Ehrlich has a habit of being wrong. He claimed that the average American lifespan would decline to just 42-years-old by 1980. In 1970, he predicted that “the death rate will increase until at least 100-200 million people per year will be starving to death during the next ten years.” That same year, he warned that “all important animal life in the sea will be extinct” by 1980. At least 4 billion people, including 65 million Americans, would perish in what he dubbed “the great die-off” between 1980 and 1989. “By the year 2000 the United Kingdom will be simply a small group of impoverished islands, inhabited by some 70 million hungry people,” Ehrlich said in 1971. The Stanford Professor evinces no contrition about his errors. “As I’ve said many times,” he warned as recently as last year, “‘perpetual growth is the creed of the cancer cell.’”
Though the population controllers have not altered their diagnosis or recommendations in the last 40 years, the world around them has changed dramatically. Between 1981 and 2008, 700 million people emerged from extreme poverty even as the world’s population increased by 48 percent. The elimination of subsistence living is no longer a utopian prospect but an attainable goal. Global life expectancy grew by 5.5 years between 2000 and 2016, with the gap between the sexes remaining stable.
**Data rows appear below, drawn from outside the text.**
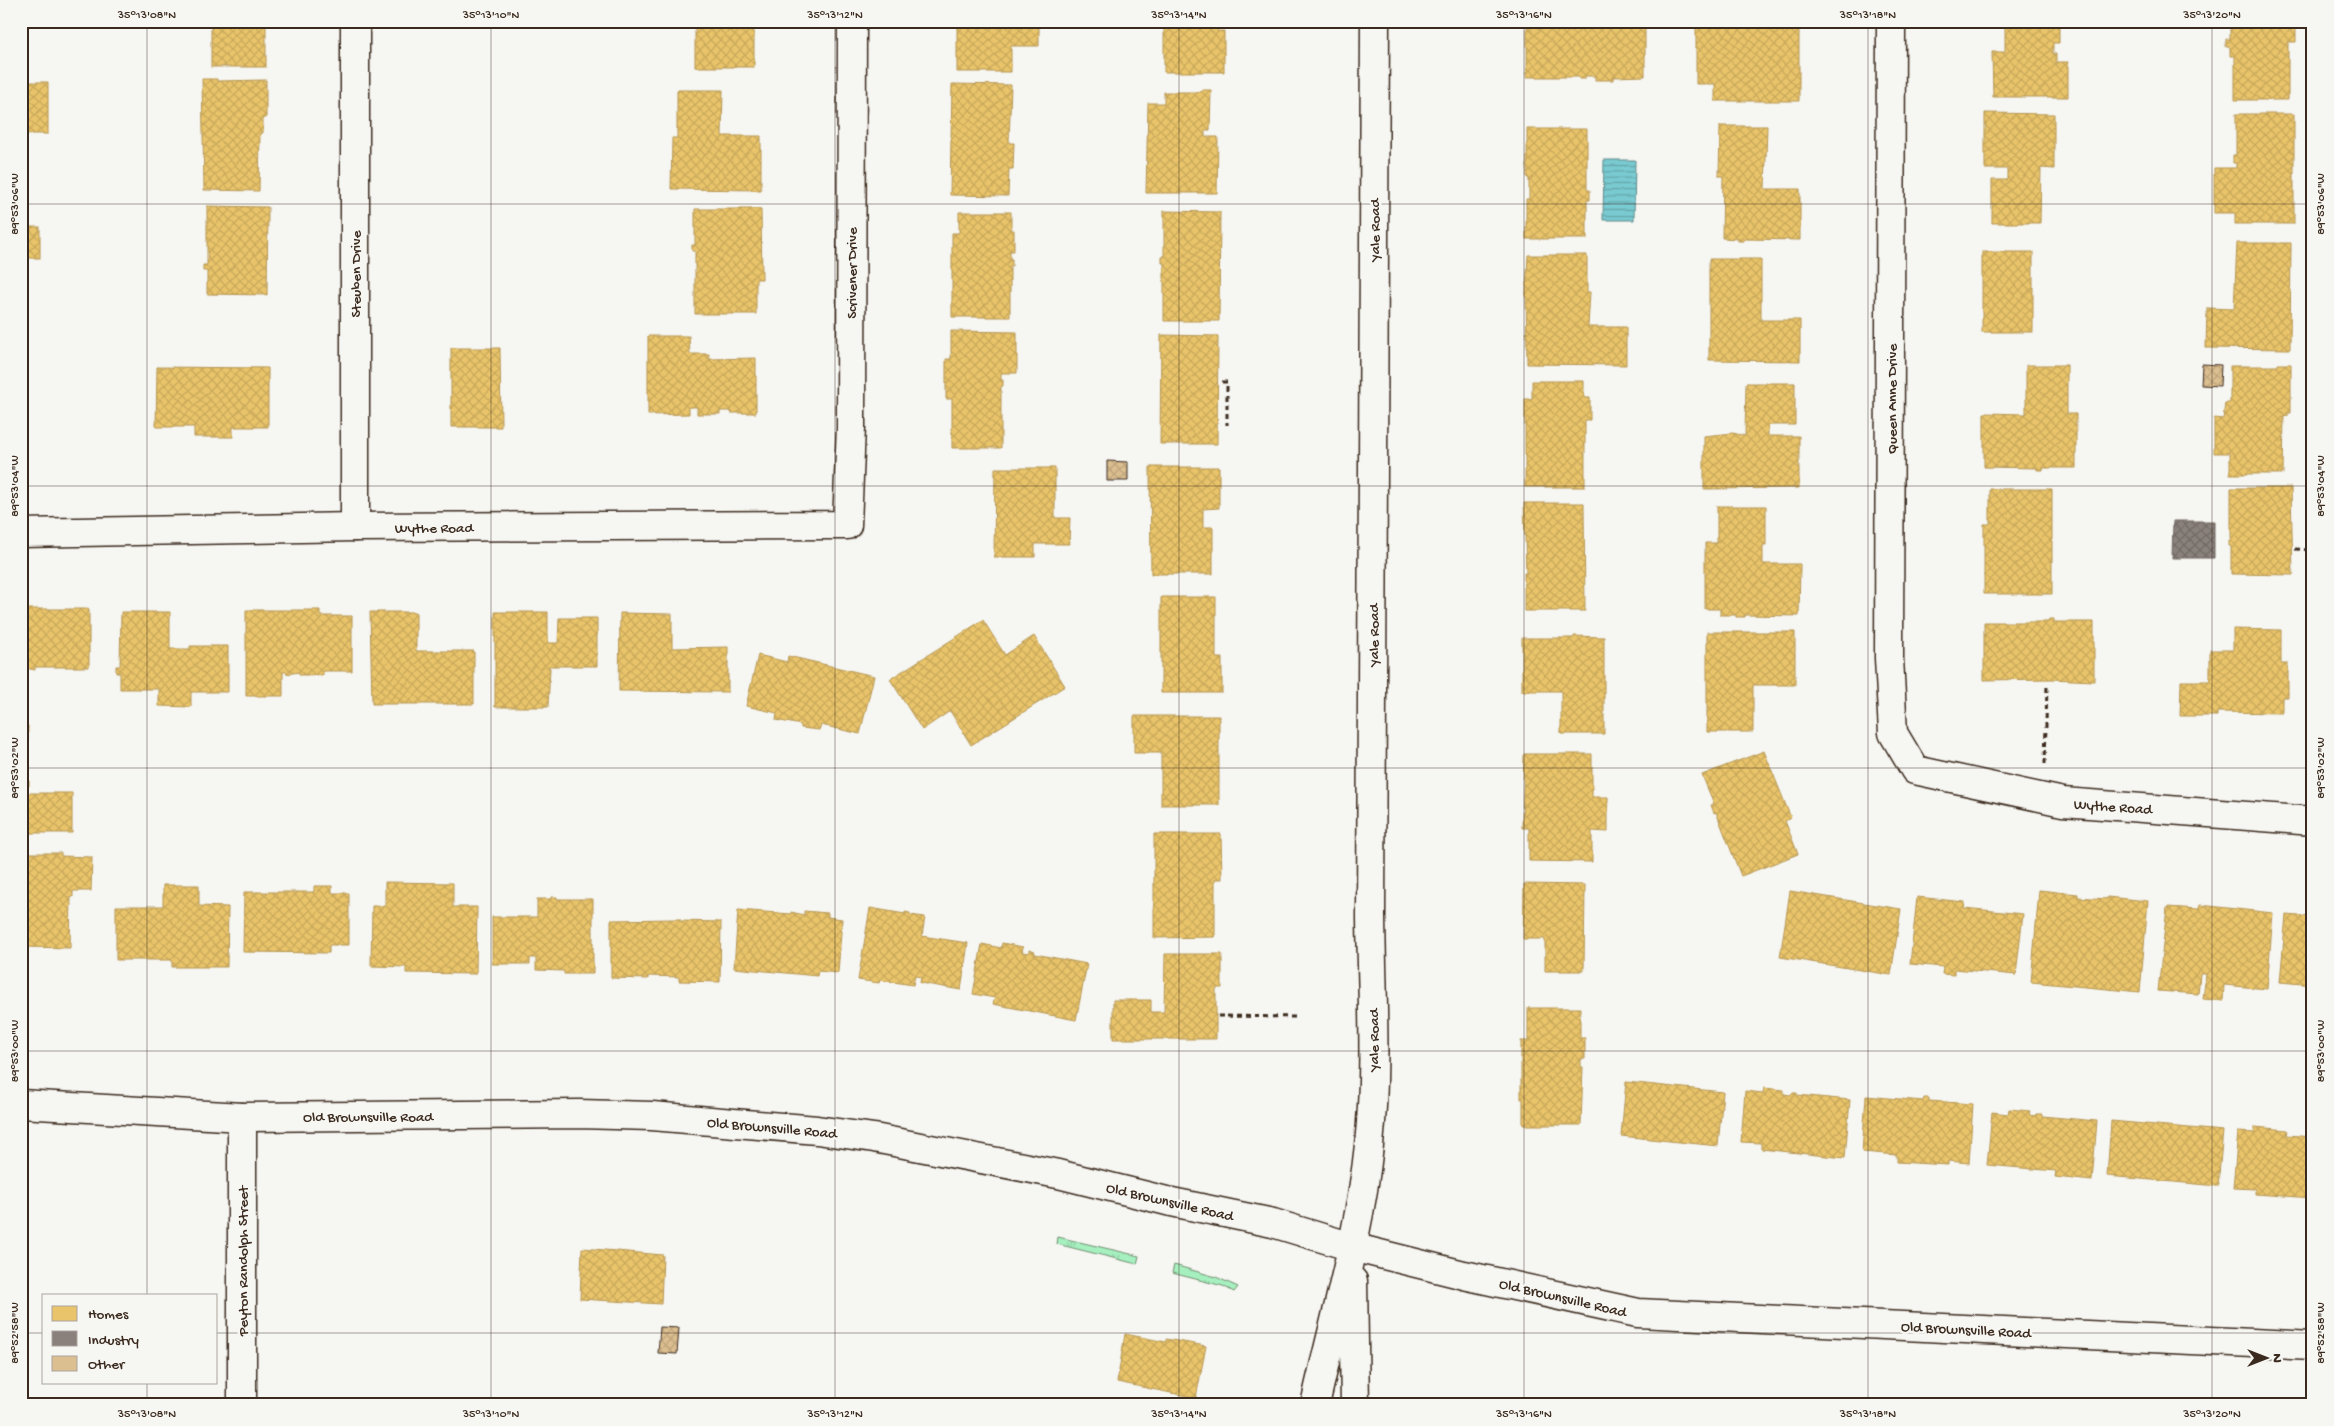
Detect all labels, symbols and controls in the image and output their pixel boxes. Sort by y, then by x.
text: 35°13'08"N [117,9,176,23]
text: 35°13'10"N [462,9,519,23]
text: 35°13'12"N [806,9,863,23]
text: 35°13'14"N [1150,9,1207,23]
text: 35°13'16"N [1495,9,1552,23]
text: 35°13'18"N [1839,9,1896,23]
text: 35°13'20"N [2182,9,2241,23]
text: 89°53'06"W [9,173,23,235]
text: 89°53'06"W [2315,173,2329,235]
street label: Yale Road [1367,197,1385,263]
street label: Scrivener Drive [844,227,862,319]
street label: Steuben Drive [348,230,366,317]
street label: Queen Anne Drive [1884,344,1902,454]
text: 89°53'04"W [9,455,23,517]
text: 89°53'04"W [2315,455,2329,517]
street label: Wythe Road [395,520,474,538]
street label: Yale Road [1366,602,1384,668]
text: 89°53'02"W [9,737,23,799]
text: 89°53'02"W [2315,737,2329,799]
street label: Wythe Road [2073,796,2154,820]
street label: Yale Road [1366,1007,1384,1073]
text: 89°53'00"W [9,1020,23,1082]
text: 89°53'00"W [2315,1020,2329,1082]
street label: Old Brownsville Road [303,1109,434,1127]
street label: Old Brownsville Road [706,1114,839,1144]
street label: Old Brownsville Road [1104,1180,1236,1227]
street label: Peyton Randolph Street [235,1184,253,1337]
street label: Old Brownsville Road [1497,1276,1629,1323]
legend [42,1294,218,1384]
text: 89°52'58"W [9,1302,23,1364]
text: 89°52'58"W [2315,1302,2329,1364]
text: Homes [88,1306,129,1324]
street label: Old Brownsville Road [1900,1319,2033,1343]
text: Industry [88,1332,140,1350]
north arrow [2242,1334,2292,1384]
text: N [2268,1353,2285,1363]
text: Other [88,1356,126,1374]
text: 35°13'08"N [117,1408,176,1422]
text: 35°13'10"N [462,1408,519,1422]
text: 35°13'12"N [806,1408,863,1422]
text: 35°13'14"N [1150,1408,1207,1422]
text: 35°13'16"N [1495,1408,1552,1422]
text: 35°13'18"N [1839,1408,1896,1422]
text: 35°13'20"N [2182,1408,2241,1422]

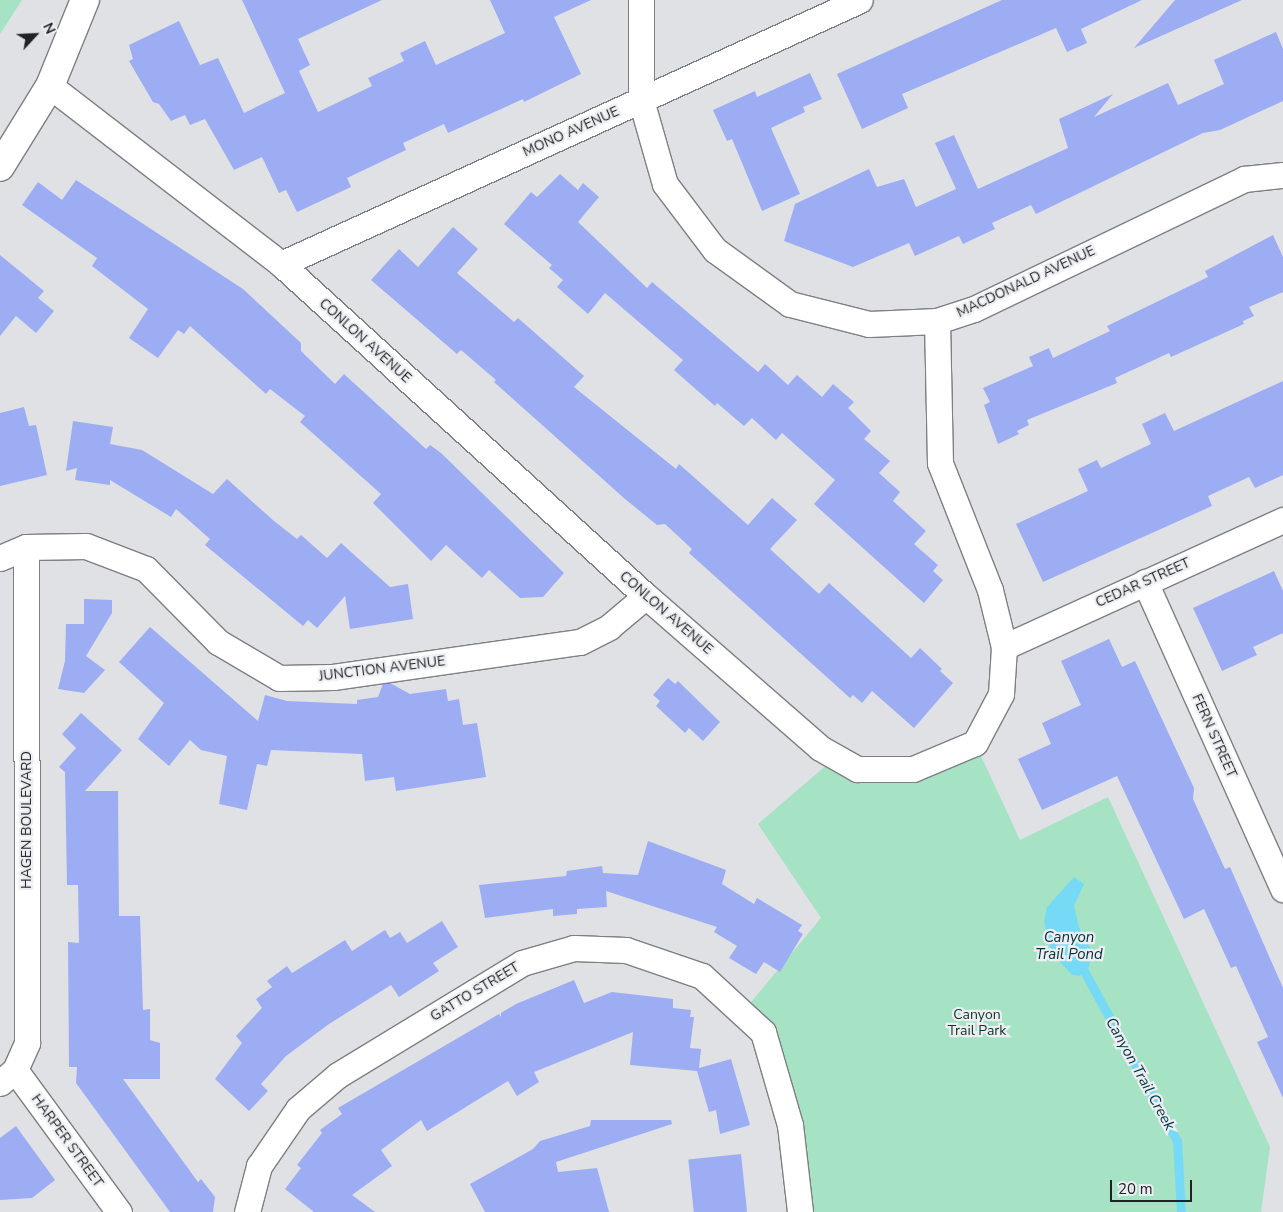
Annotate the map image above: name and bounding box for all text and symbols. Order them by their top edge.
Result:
north arrow [10,10,60,60]
text: N [38,20,60,37]
street label: MONO AVENUE [520,103,622,161]
street label: MACDONALD AVENUE [954,243,1098,321]
street label: CONLON AVENUE [316,295,414,387]
street label: CEDAR STREET [1093,555,1193,611]
street label: CONLON AVENUE [616,568,716,658]
street label: JUNCTION AVENUE [318,653,446,685]
street label: FERN STREET [1188,692,1240,780]
street label: HAGEN BOULEVARD [19,751,35,889]
water label: Canyon Trail Pond [1035,928,1103,963]
street label: GATTO STREET [427,959,523,1025]
park label: Canyon Trail Park [948,1007,1006,1040]
water label: Canyon Trail Creek [1102,1014,1178,1134]
street label: HARPER STREET [28,1091,106,1191]
scale bar [1113,1170,1196,1202]
text: 20 m [1118,1179,1153,1199]

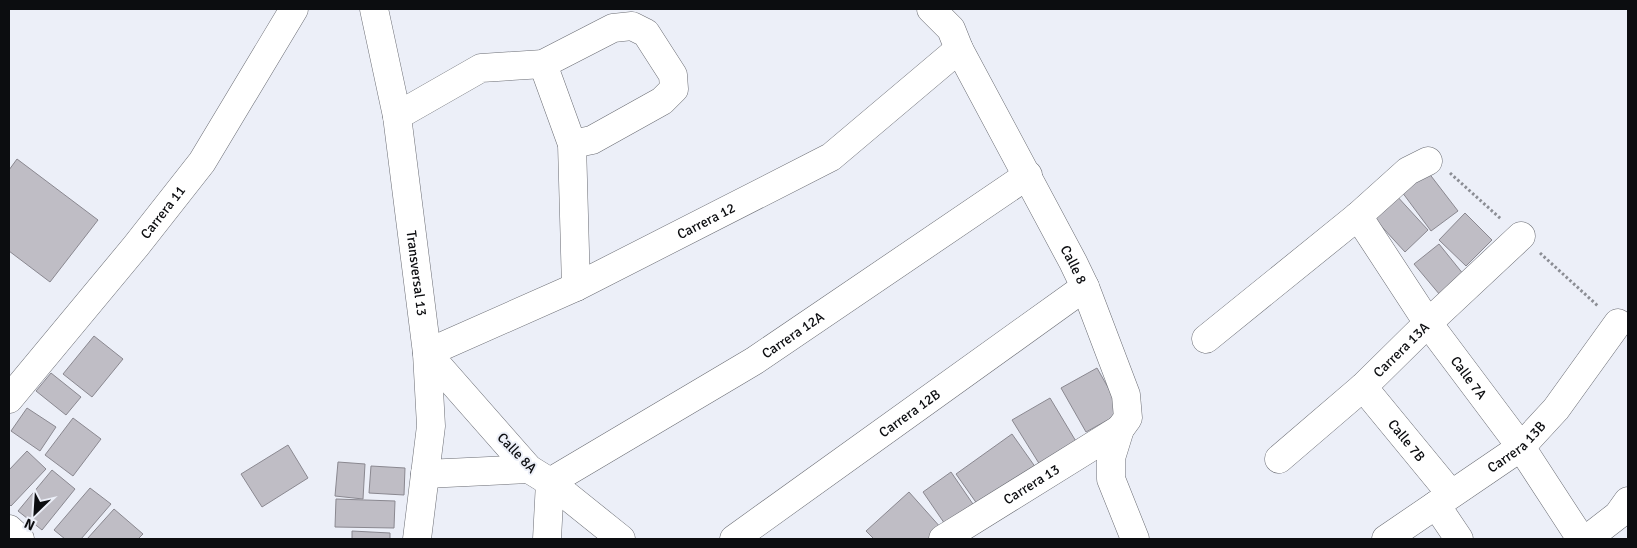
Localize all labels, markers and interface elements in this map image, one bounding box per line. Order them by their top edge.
street label: Carrera 11 [137,182,189,242]
street label: Carrera 12 [674,199,738,243]
street label: Transversal 13 [403,230,431,317]
street label: Calle 8 [1057,242,1091,287]
street label: Carrera 12A [758,307,827,362]
street label: Carrera 13A [1370,318,1433,381]
street label: Calle 7A [1447,353,1491,403]
street label: Carrera 12B [876,385,943,441]
street label: Calle 7B [1385,416,1429,465]
street label: Carrera 13B [1484,417,1549,476]
street label: Calle 8A [494,429,541,477]
street label: Carrera 13 [1000,460,1063,508]
north arrow [10,488,60,538]
text: N [22,515,38,534]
Global food production has risen to meet demand, and the number of people suffering from undernourishment declined by half between 1960 and 2008. Deaths attributable to global conflict have declined to proportional rates almost unknown in human history. This revolution in human existence is a product of two conditions: the triumph of the market over its socialistic alternatives in the last decades of the 20th century and the increasing number of people who participate in that market, augmenting the incentives associated with innovation and growth.
“The Earth has cancer,” read the Club of Rome’s 1974 manifesto, Mankind at a Turning Point, “and the cancer is Man.” Surely, most environmentally conscious activists and organizations do not believe that, but Ehrlich and his disciples most certainly do. The wing of the environmentalist movement that seeks not to preserve the Earth for humans but to keep it safe from humans will find false vindication in this report. The belief—and it is a belief—that mankind cannot innovate its way out of the problem of scarcity is the usual impetus for war and oppression. The evidence that their worldview is unsound is all but inescapable. They’re fortunate that the United Nations manages to scare up some reassurances every now and then.